60円安の36,596円でスタートした後場の日経平均はさらに下げ幅を広げると14時40分前に421円安の36,235円まで下落しました。その後は下げ渋ると引けにかけて持ち直しましたが、引き続き軟調に推移すると結局265円安の36,391円で取引を終えています。
こうしたなか新興市場も安く東証グロース市場250指数が下落となっています。
2.個別銘柄等
総務省が発表した7月の家計調査で、2人以上世帯の消費支出が3ヶ月ぶりにプラスに転じたことから小売株の一角が買われました。イオン(8267)が一時6.3%高、ヤオコー(8279)が一時2.8%高、ニトリホールディングス(9843)も一時3.5%高となり、イオンとヤオコーは上場来高値を更新しました。
中国電力(9504)や北海道電力(9509)も買われました。原子力発電所の早期再稼働に向けた投資を強化すると伝わったことから収益の改善を期待した買いが入り、中国電力が一時3.2%高となり、北海道電力も一時7.3%高となりました。
ラウンドワン(4680)も一時6.0%高となりました。夏休み期間が長い地域が多かったことなどにより集客が伸びたことなどから8月の国内の既存店売上高が前年同月比8.6%増となったことで大幅高となりました。
また、目標株価の引き上げを受けて積水ハウス(1928)が一時6.0%高となり上場来高値を更新したほか、セイノーホールディングス(9076)も投資判断と目標株価の引き上げを受けて一時4.2%高となり年初来高値を更新しています。
一方で惣菜大手のロック・フィールド(2910)が一時2.8%安となりました。人件費の上昇や、創業者に対する特別功労金を特別損失に計上したこともあり第1四半期の最終損益が1憶円を超す赤字となったことで売りが優勢となりました。
さらに目標株価の引き下げを受けて日本製鉄(5401)が一時3.0%安となり、投資判断と目標株価の引き下げを受けてJFEホールディングス(5411)も一時3.1%安となっています。
VIEW POINT: 明日への視点
本日の日経平均は265円安となりました。一昨日と昨日の2日間で2,000円以上下げた反動で買いが先行しましたが、8月の米雇用統計の発表を控えていることから様子見ムードが強く伸び悩むと売りが優勢となり、ドル円が円高に振れたこともあって下げ幅を広げ一時は420円以上下落する場面もありました。
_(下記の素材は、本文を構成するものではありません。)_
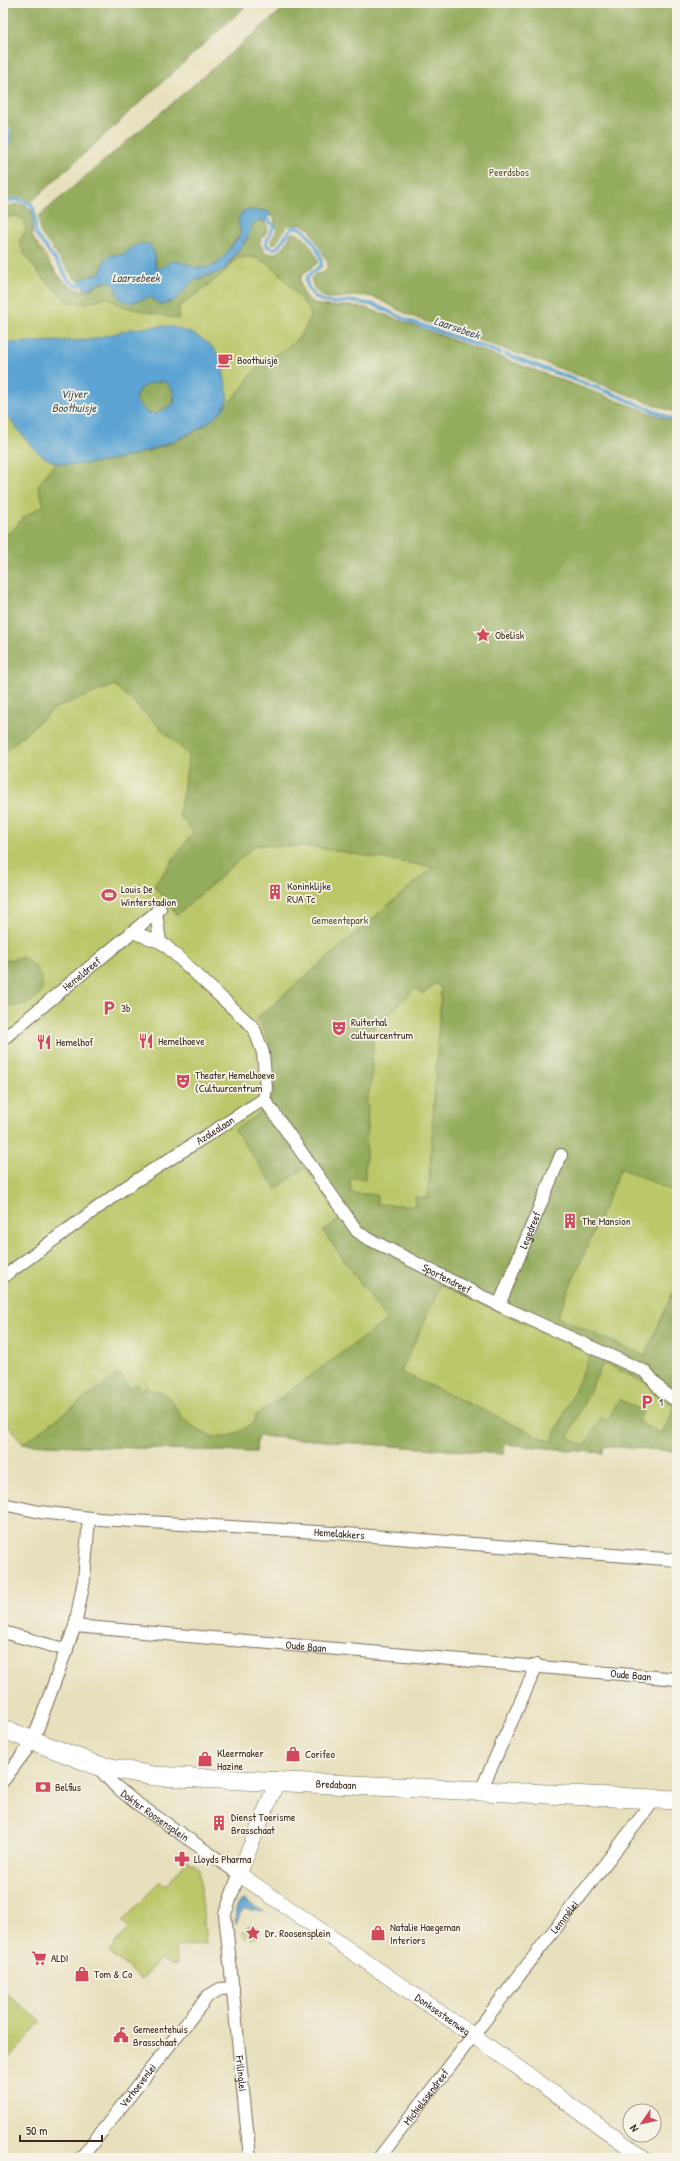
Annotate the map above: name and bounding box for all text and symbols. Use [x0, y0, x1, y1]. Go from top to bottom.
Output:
park label: Peerdsbos [489, 165, 529, 179]
water label: Laarsebeek [112, 269, 161, 286]
water label: Laarsebeek [432, 312, 483, 344]
cafe icon: Boothuisje [216, 351, 234, 369]
place label: Boothuisje [237, 353, 279, 367]
water label: Vijver Boothuisje [52, 385, 98, 416]
place icon: Obelisk [474, 626, 492, 644]
place label: Obelisk [495, 628, 525, 642]
place label: Koninklijke RUA Tc [287, 879, 332, 906]
place label: Louis De Winterstadion [121, 882, 176, 909]
building icon: Koninklijke RUA Tc [266, 883, 284, 901]
sports icon: Louis De Winterstadion [100, 886, 118, 904]
park label: Gemeentepark [312, 913, 369, 927]
street label: Hemeldreef [60, 954, 104, 994]
parking icon: 3b [100, 999, 118, 1017]
place label: 3b [121, 1001, 131, 1015]
place label: Ruiterhal cultuurcentrum [351, 1015, 413, 1042]
theatre icon: Ruiterhal cultuurcentrum [330, 1019, 348, 1037]
restaurant icon: Hemelhoeve [137, 1032, 155, 1050]
restaurant icon: Hemelhof [35, 1033, 53, 1051]
place label: Hemelhoeve [158, 1034, 205, 1048]
place label: Hemelhof [56, 1035, 93, 1049]
place label: Theater Hemelhoeve (Cultuurcentrum [195, 1068, 276, 1095]
theatre icon: Theater Hemelhoeve (Cultuurcentrum [174, 1072, 192, 1090]
street label: Azalealaan [193, 1113, 237, 1148]
street label: Legedreef [516, 1209, 544, 1251]
building icon: The Mansion [561, 1212, 579, 1230]
place label: The Mansion [582, 1214, 631, 1228]
street label: Sportendreef [420, 1260, 473, 1297]
parking icon: 1 [638, 1393, 656, 1411]
place label: 1 [659, 1395, 663, 1409]
street label: Hemelakkers [314, 1525, 365, 1542]
street label: Oude Baan [285, 1638, 327, 1655]
street label: Oude Baan [610, 1666, 652, 1684]
shop icon: Corifeo [284, 1745, 302, 1763]
place label: Kleermaker Hazine [217, 1746, 264, 1773]
place label: Corifeo [305, 1747, 335, 1761]
shop icon: Kleermaker Hazine [196, 1750, 214, 1768]
street label: Bredabaan [315, 1776, 357, 1792]
bank icon: Belfius [34, 1778, 52, 1796]
place label: Belfius [55, 1780, 81, 1794]
street label: Dokter Roosensplein [118, 1786, 192, 1844]
place label: Dienst Toerisme Brasschaat [231, 1810, 296, 1837]
building icon: Dienst Toerisme Brasschaat [210, 1814, 228, 1832]
pharmacy icon: Lloyds Pharma [173, 1850, 191, 1868]
place label: Lloyds Pharma [194, 1852, 252, 1866]
street label: Lemmélei [547, 1898, 581, 1936]
place label: Natalie Haegeman Interiors [390, 1920, 460, 1947]
place icon: Dr. Roosensplein [244, 1924, 262, 1942]
shop icon: Natalie Haegeman Interiors [369, 1924, 387, 1942]
place label: Dr. Roosensplein [265, 1926, 330, 1940]
supermarket icon: ALDI [30, 1949, 48, 1967]
place label: ALDI [51, 1951, 68, 1965]
shop icon: Tom & Co [73, 1965, 91, 1983]
place label: Tom & Co [94, 1967, 133, 1981]
street label: Donksesteenweg [412, 1991, 473, 2038]
place label: Gemeentehuis Brasschaat [133, 2022, 188, 2049]
public building icon: Gemeentehuis Brasschaat [112, 2026, 130, 2044]
street label: Frilinglei [232, 2054, 250, 2092]
street label: Verhoevenlei [116, 2061, 159, 2110]
street label: Michielssendreef [400, 2066, 452, 2128]
north arrow [622, 2103, 662, 2143]
scale bar [20, 2117, 102, 2143]
text: 50 m [26, 2122, 47, 2139]
text: N [626, 2122, 641, 2135]

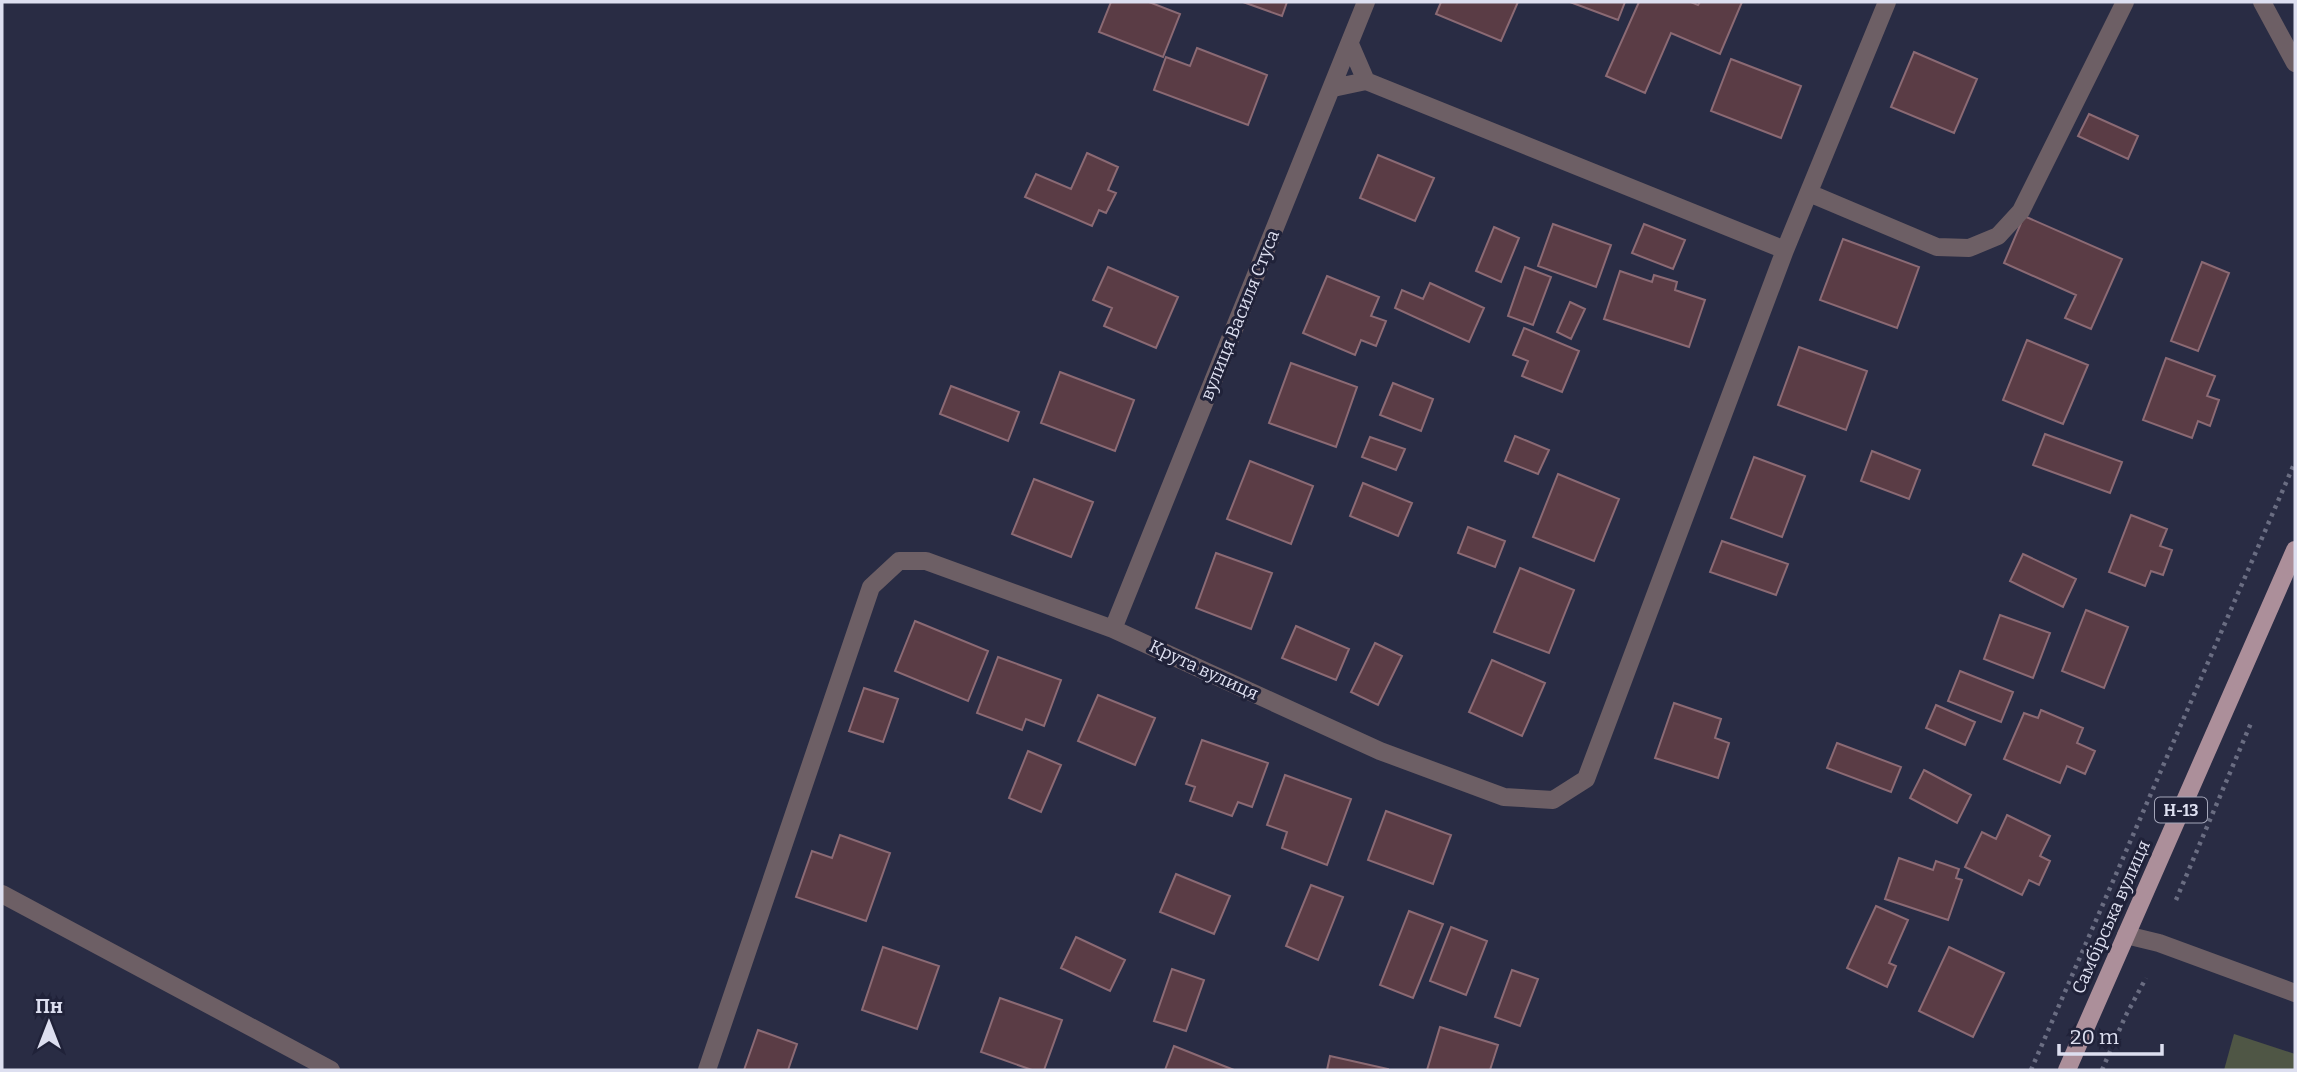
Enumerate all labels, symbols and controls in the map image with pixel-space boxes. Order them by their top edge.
street label: вулиця Василя Стуса [1196,227,1284,403]
street label: Крута вулиця [1146,635,1262,705]
road number: Н-13 [2155,797,2207,822]
street label: Самбірська вулиця [2067,837,2155,997]
north arrow [14,988,84,1058]
text: Пн [35,995,63,1018]
scale bar [2059,1012,2162,1056]
text: 20 m [2070,1024,2119,1050]

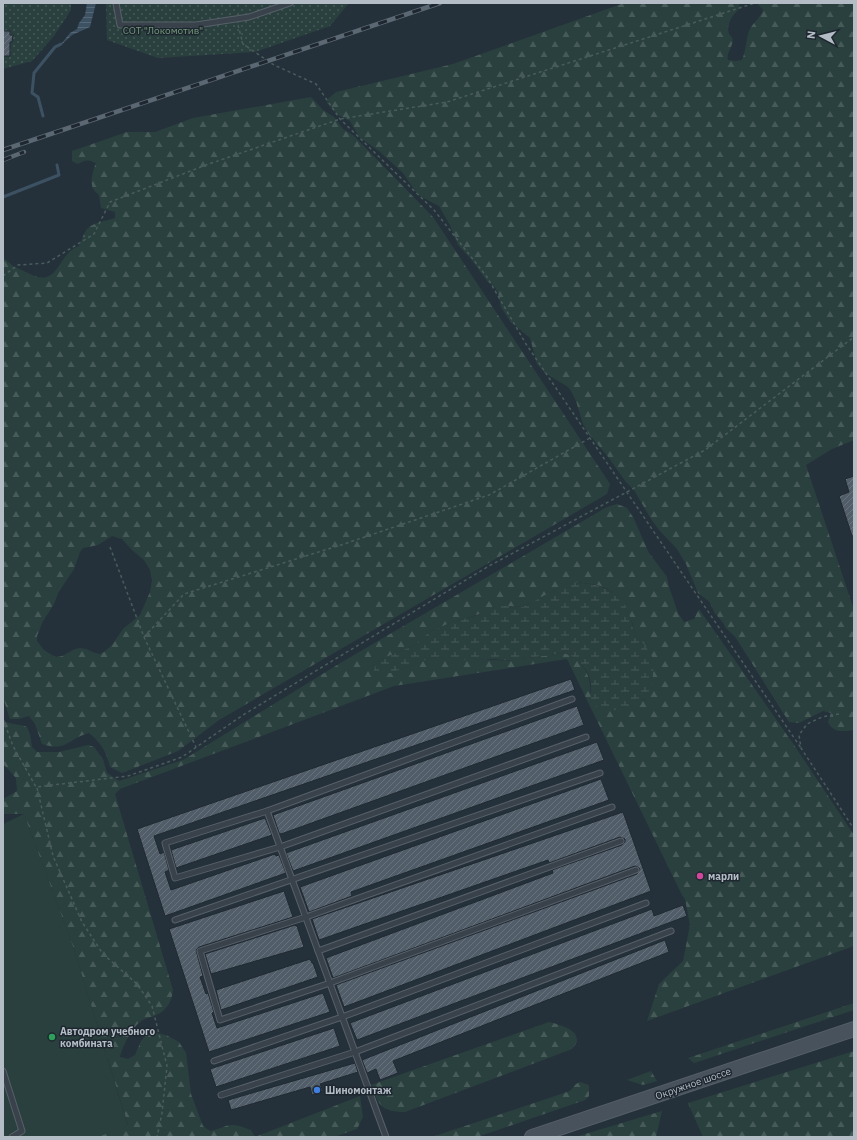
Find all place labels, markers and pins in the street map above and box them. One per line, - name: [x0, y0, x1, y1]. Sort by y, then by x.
- place label: марли: [708, 870, 739, 883]
- marker: марли: [695, 871, 705, 881]
- place label: Автодром учебного комбината: [60, 1025, 155, 1050]
- marker: Автодром учебного комбината: [47, 1032, 57, 1042]
- place label: Шиномонтаж: [325, 1084, 392, 1097]
- marker: Шиномонтаж: [312, 1085, 322, 1095]

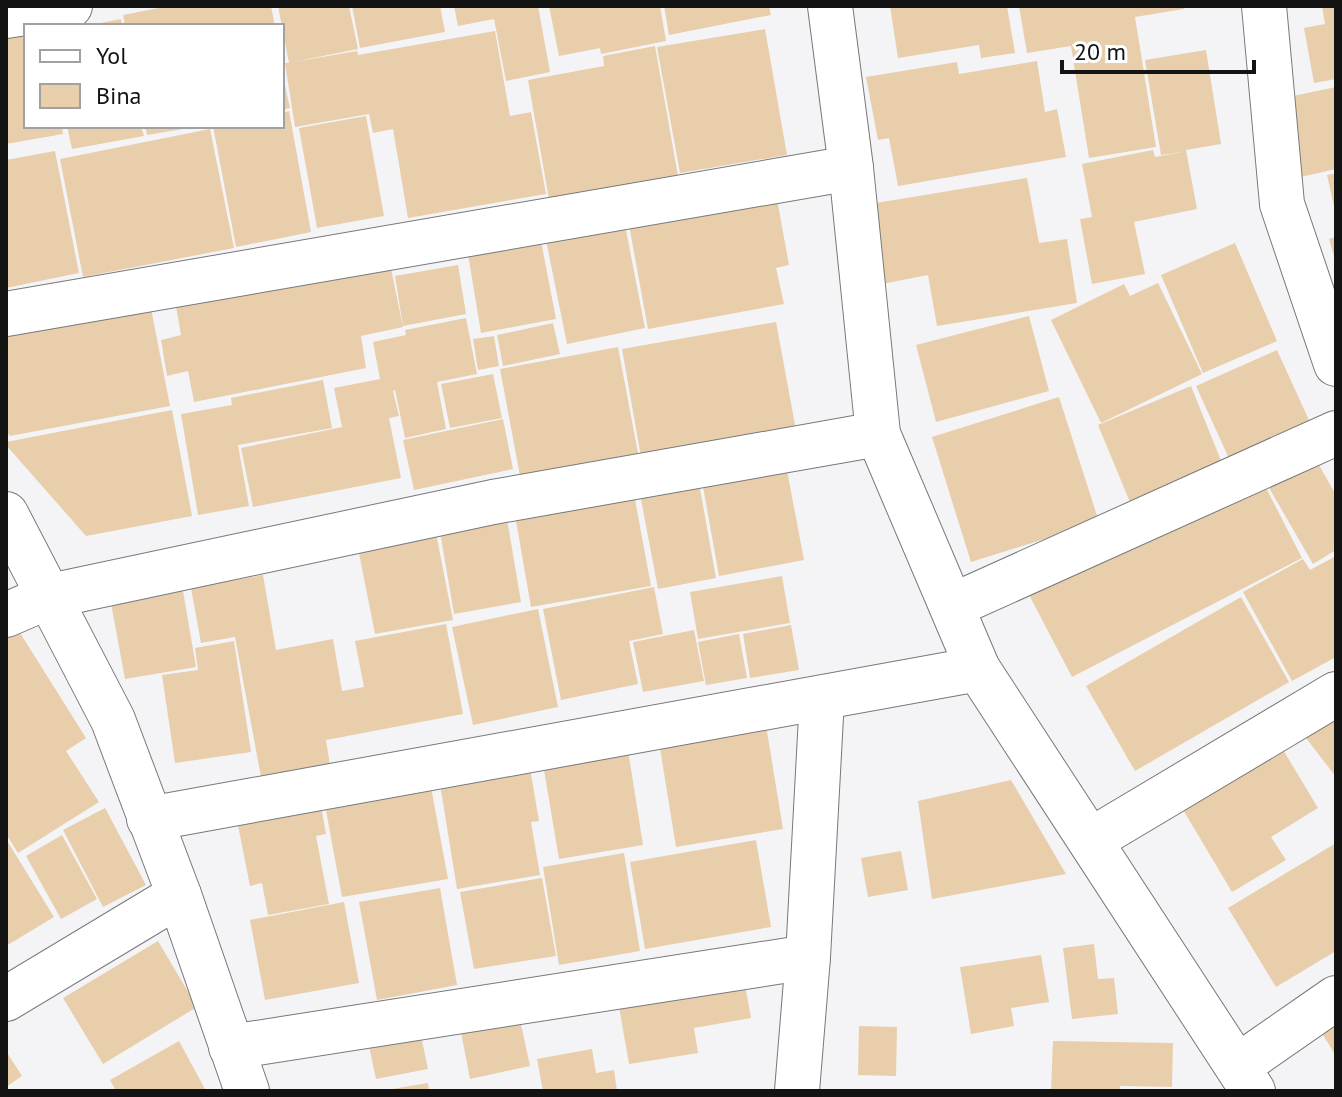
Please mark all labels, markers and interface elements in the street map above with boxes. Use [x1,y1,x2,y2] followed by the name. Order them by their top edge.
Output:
[24,24,284,128] legend
[1062,24,1254,74] scale bar
[1074,36,1126,67] text: 20 m
[96,40,127,71] text: Yol
[96,80,141,111] text: Bina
その米雇用統計は日本時間の21時30分に発表となります。過去最大の下げ幅を記録した8月の急落は、7月の米雇用統計を受けて景気後退懸念が急速に高まったことがきっかけとなりました。今回は非農業部門の雇用者数と失業率が前回よりも改善するとみられています。
しかし、5日発表の8月のADP全米雇用リポートで民間部門の雇用者数が市場予想を大きく下回ったことで雇用減速への警戒感が改めて高まっています。そのため結果次第ではマーケットが大きく動く可能性もありそうです。